Thursday, March 25, 2004

Remakably: Six barriers to open source adoption in the enterprise.

Tuesday, March 23, 2004

In Bruce Landon's Weblog for Students
he is writing: Jython really needs is more recognition from Sun and IBM .
I am not sure on this. To me it seems that at least IBM has a tendency to use things in a way that if you started with it once, you can't really move to another tool. Best example is WSAS 5 with WSAD. Support for DB/2 is far superior to support for other databases.

Now back to Jython: what could more recognition from one of those companies mean? Will there be a WSAD4Jython that gives comfortable editing et. al., while no plugin for Eclipse is supported?

Sunday, March 21, 2004

I have been at CeBit, worlds largest IT exhibition.
Amongst others, I met Marc Fleury and Sacha Labourey from JBoss again. JBoss really seems to start now - also in Europe. The two guys had one meeting with the press after the other.
As in all the years, the parts at Heise publishers was great. This year it wasn't at their booth, but in EMC near central station.
I met quite some people therer, but didn't really see much new things. I think meeting old friends again there is the real purpose of all the fair business.

Sunday, March 14, 2004

Today I stumbled over the this articles about Continous Integration.
I agree with it. The most interesting part is about being able to do a daily build and the pros and cons of it.
I often hear the same ("No, I don't run the testsuite between edits, this takes me 10 minutes each").

Then it says:

We are pretty aggressive about what we mean by a successful build.

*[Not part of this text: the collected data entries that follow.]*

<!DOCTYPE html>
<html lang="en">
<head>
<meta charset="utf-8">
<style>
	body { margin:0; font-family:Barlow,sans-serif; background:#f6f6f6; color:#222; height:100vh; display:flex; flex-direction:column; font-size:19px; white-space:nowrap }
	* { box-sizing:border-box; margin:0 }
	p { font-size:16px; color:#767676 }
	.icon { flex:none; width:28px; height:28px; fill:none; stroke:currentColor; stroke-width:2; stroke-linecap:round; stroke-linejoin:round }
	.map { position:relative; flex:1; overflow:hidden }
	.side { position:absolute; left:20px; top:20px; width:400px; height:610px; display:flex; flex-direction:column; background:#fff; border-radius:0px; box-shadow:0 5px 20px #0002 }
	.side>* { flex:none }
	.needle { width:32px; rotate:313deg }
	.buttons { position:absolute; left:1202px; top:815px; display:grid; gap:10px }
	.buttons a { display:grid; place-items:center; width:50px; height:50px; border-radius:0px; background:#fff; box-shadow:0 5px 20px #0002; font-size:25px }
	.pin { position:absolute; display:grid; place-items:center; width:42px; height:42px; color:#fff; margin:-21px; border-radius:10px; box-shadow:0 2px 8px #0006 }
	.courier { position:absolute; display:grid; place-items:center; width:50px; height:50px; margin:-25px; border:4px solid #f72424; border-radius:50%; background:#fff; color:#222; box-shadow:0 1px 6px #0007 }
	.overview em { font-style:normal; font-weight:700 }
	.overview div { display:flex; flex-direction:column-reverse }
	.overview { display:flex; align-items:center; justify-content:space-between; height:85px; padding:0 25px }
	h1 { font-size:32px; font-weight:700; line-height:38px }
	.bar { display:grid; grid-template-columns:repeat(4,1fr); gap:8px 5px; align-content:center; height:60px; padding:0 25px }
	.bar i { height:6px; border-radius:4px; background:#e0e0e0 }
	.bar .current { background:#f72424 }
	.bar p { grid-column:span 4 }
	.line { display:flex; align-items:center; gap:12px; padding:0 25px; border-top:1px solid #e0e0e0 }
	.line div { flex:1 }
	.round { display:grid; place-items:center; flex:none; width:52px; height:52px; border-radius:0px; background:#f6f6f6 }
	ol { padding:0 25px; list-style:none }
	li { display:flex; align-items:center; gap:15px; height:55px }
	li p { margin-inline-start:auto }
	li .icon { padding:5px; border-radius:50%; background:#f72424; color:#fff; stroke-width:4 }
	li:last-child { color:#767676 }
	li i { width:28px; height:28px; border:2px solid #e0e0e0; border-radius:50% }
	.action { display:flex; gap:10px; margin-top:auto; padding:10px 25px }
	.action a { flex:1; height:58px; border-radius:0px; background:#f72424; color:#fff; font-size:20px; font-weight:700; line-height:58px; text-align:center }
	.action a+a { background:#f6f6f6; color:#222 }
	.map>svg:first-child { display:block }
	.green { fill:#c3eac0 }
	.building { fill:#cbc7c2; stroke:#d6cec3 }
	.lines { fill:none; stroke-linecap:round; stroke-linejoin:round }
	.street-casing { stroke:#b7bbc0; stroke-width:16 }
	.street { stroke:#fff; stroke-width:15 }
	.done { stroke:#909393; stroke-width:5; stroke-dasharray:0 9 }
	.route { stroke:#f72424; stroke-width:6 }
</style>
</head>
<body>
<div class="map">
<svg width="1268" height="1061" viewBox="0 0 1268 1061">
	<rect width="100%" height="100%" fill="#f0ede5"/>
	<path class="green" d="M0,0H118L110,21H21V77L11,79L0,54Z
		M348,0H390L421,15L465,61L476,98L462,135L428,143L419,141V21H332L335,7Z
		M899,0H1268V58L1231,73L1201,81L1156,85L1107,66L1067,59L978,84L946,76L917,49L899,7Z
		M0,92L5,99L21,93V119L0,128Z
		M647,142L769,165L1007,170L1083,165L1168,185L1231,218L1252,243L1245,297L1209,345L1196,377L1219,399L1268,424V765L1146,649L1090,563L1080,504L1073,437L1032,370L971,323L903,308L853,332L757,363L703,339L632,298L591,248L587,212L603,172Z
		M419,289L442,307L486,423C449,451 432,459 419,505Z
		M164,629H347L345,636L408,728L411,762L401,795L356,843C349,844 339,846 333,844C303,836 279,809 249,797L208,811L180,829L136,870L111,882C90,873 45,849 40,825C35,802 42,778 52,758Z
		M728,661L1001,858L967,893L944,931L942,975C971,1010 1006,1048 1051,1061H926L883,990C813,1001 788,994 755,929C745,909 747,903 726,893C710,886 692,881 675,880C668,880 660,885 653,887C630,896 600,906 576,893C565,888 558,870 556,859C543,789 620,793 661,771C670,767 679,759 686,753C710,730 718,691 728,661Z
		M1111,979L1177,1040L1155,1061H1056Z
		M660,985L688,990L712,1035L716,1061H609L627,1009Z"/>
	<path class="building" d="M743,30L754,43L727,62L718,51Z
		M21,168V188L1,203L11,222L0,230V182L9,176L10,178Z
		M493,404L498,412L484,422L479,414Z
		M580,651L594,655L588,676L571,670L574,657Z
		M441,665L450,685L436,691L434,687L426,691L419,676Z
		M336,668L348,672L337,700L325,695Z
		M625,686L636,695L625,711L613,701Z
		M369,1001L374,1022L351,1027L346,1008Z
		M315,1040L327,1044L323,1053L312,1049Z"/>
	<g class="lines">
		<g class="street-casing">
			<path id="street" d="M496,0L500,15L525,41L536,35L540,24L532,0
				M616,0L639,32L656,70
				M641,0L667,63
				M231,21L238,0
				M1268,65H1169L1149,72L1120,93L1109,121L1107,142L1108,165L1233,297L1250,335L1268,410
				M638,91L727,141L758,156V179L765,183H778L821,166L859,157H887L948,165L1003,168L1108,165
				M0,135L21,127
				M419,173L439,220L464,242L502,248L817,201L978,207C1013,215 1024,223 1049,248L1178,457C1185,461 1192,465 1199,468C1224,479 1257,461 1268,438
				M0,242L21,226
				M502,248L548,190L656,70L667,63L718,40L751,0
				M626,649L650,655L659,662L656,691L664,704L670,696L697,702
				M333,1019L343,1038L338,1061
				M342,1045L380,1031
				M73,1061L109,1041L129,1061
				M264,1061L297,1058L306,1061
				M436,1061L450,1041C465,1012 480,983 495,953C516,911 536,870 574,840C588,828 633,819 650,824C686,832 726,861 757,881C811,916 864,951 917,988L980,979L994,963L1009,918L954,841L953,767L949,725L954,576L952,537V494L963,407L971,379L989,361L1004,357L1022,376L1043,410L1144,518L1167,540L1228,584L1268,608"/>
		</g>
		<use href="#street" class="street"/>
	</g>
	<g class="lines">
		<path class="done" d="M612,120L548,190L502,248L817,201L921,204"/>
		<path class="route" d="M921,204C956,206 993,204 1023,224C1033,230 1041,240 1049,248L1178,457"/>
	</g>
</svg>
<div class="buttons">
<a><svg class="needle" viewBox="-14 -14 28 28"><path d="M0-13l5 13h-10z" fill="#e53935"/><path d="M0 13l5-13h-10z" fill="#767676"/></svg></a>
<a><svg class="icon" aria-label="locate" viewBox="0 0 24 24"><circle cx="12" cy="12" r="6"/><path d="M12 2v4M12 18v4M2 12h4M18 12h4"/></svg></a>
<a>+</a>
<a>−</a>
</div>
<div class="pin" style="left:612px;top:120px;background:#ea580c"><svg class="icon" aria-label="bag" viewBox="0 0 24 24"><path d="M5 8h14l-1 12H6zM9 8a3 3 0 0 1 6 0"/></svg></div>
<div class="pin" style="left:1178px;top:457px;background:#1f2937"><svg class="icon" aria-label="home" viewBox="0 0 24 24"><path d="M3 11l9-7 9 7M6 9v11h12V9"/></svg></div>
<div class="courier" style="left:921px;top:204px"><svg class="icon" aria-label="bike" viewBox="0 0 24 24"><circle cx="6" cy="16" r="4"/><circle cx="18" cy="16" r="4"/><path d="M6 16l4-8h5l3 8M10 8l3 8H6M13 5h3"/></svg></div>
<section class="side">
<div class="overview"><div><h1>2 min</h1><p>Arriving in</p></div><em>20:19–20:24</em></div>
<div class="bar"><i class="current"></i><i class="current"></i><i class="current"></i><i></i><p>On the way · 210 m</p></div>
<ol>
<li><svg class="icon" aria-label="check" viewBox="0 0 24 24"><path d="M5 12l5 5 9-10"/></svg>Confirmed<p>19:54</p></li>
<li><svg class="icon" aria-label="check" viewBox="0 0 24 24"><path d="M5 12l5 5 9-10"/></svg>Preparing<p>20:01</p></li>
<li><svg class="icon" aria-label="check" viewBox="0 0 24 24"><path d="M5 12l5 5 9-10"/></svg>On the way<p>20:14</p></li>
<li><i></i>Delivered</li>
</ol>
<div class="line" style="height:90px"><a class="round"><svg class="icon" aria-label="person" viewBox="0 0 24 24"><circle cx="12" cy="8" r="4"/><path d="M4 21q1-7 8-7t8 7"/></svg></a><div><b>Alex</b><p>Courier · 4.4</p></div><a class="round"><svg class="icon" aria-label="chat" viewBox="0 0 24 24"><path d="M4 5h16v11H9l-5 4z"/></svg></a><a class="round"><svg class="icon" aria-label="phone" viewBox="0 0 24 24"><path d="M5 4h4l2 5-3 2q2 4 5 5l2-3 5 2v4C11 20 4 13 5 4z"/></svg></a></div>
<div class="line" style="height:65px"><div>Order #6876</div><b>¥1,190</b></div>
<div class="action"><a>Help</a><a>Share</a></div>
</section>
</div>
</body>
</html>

* All the latest sources are checked out of the configuration management system
* Every file is compiled from scratch
* The resulting object files (Java classes in our case) are linked and deployed for execution (put into jars).
* The system is started and suite of tests (in our case, around 150 test classes) is run against the system.
* If all of these steps execute without error or human intervention and every test passes, then we have a successful build



I am not sure, if this is enough when done on a central test machine or if even developer has to run through this before even being allowed to check changes in.

Oh well ..

Wednesday, March 03, 2004

It looks like social networking sites are the new in things on the net. Lately I got invitations to Orkut and OpenBC. While browsing at Orkut, i found lots of people that are not only attached to one networking site, but to many of them.

I think that those networks can be very additive - especially when they allow to rank others and to be ranked, when they show how popular one is etc.

I really wonder when those communities start their business plans. OpenBC as an example first offeres their commerical premium services. When after a month you are accustomed to all the features, the account falls back to the normal version and you have to pay to get the level of service that you know.

And by the way: the grandmom of those sites, Sixdegrees is currently down for relaunch.